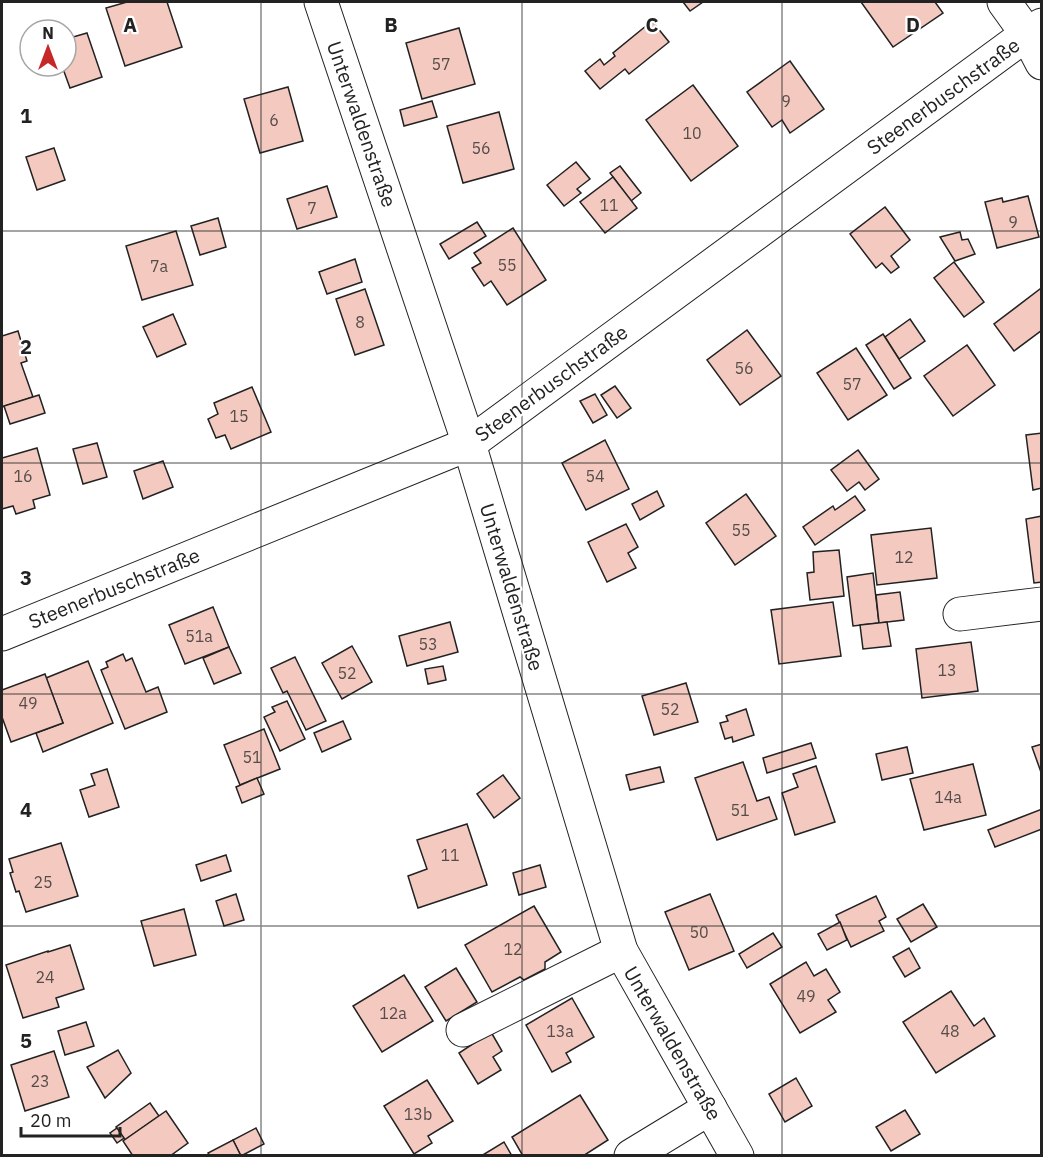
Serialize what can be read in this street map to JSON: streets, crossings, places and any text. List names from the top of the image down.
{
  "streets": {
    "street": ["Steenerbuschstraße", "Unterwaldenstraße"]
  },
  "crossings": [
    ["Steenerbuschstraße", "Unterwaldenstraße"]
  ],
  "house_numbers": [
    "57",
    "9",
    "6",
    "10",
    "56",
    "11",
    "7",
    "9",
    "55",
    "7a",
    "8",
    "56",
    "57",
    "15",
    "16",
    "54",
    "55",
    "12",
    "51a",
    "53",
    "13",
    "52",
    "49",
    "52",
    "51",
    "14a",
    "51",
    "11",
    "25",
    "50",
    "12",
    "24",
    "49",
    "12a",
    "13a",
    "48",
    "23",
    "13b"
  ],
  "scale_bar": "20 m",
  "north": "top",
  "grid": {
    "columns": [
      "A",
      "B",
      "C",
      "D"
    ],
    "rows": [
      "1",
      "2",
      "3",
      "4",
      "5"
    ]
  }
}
———
Work request: Please copy the records above word for word, omitting every picture.

Task output:
Serialize what can be read in this street map to JSON: streets, crossings, places and any text. List names from the top of the image down.
{
  "streets": {
    "street": ["Steenerbuschstraße", "Unterwaldenstraße"]
  },
  "crossings": [
    ["Steenerbuschstraße", "Unterwaldenstraße"]
  ],
  "house_numbers": [
    "57",
    "9",
    "6",
    "10",
    "56",
    "11",
    "7",
    "9",
    "55",
    "7a",
    "8",
    "56",
    "57",
    "15",
    "16",
    "54",
    "55",
    "12",
    "51a",
    "53",
    "13",
    "52",
    "49",
    "52",
    "51",
    "14a",
    "51",
    "11",
    "25",
    "50",
    "12",
    "24",
    "49",
    "12a",
    "13a",
    "48",
    "23",
    "13b"
  ],
  "scale_bar": "20 m",
  "north": "top",
  "grid": {
    "columns": [
      "A",
      "B",
      "C",
      "D"
    ],
    "rows": [
      "1",
      "2",
      "3",
      "4",
      "5"
    ]
  }
}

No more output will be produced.